The University Digitisation Centre hopes to add value for clients among the University community by enabling the regeneration of their analogue-only type-text materials into electronic form. Clients will be able to exploit work which has slipped out of usability due to format creep. We will produce new Word versions of old documents with formatting largely intact – in a form which will be usable on either the PC or Macintosh platforms.
This process involves scanning the document (or importing your existing PDF or TIFF image file) and simultaneously outputting both a searchable PDF and an electronic version in Word. These twin files will enable the user to edit the text in Word to maximise its accuracy whilst referring to the image. This Word document can then be pasted into Excel or any other program - or used to create another PDF which being ‘born digital' is a tiny fraction of the file size of the image file.

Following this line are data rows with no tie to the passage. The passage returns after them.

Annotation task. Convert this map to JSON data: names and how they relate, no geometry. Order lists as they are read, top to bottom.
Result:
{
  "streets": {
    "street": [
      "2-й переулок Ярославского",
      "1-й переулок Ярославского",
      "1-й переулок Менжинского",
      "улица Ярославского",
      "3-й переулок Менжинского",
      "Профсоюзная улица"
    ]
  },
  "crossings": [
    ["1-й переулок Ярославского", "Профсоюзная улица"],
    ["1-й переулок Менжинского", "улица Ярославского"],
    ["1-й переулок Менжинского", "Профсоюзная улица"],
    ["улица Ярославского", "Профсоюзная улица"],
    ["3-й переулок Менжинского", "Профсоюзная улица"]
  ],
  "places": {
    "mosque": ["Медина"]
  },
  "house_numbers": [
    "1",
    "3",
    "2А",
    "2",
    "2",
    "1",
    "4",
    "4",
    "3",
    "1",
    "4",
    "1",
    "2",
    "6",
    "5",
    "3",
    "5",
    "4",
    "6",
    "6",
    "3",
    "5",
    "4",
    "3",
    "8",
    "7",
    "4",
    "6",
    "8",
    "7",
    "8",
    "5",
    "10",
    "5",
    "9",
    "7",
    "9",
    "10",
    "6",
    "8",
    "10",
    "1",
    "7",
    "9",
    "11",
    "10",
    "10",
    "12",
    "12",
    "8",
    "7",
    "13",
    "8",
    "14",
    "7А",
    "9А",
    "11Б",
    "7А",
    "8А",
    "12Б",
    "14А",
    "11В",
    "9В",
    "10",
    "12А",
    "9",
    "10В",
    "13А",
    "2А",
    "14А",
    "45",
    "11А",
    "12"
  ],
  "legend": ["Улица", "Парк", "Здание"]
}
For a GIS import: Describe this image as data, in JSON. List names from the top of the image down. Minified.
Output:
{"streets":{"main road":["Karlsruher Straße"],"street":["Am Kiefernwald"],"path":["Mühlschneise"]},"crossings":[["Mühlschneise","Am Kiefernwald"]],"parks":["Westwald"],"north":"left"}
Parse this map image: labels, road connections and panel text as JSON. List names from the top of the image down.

The University Digitisation Centre does not undertake to edit Word documents. Clients will receive the image files and word documents as output from the scanning workflow - media type by agreement: USB, DVD, CD, or email.
- Target items:
- Research materials
- Lecture notes/materials
- Various published works
- Collection descriptions
- Shelf lists
- Technical manuals
- The ability to cut and paste large amounts of text whilst constructing a new document compared to re-keying previously typed/printed work.
- The ability to move established text passages into contemporary formats rather than merely create searchable PDFs of “old” documents for internet display etc.
- The potential to copy and paste table formatted materials directly into a format like excel and then to a database.
- Once edited, documents can be saved as PDF creating a new “born digital” document ready for web publication – with a tiny file size compared to the image file.
- The project advocate or the University must own copyright or have properly documented permission to copy or reformat this document.
- The University Digitisation Centre’s present equipment is designed to capture loose documents – so unbound material is preferred (there is an established process for guillotining bound works like theses).
- Maximum size of A3;
- Double sided documents are catered for;
- To maximise OCR, all documents will be scanned in Black & White.
- The ability to offer this service is dependent upon resources being able to keep up with demand. Priority will always be given to the resourcing of in-house projects.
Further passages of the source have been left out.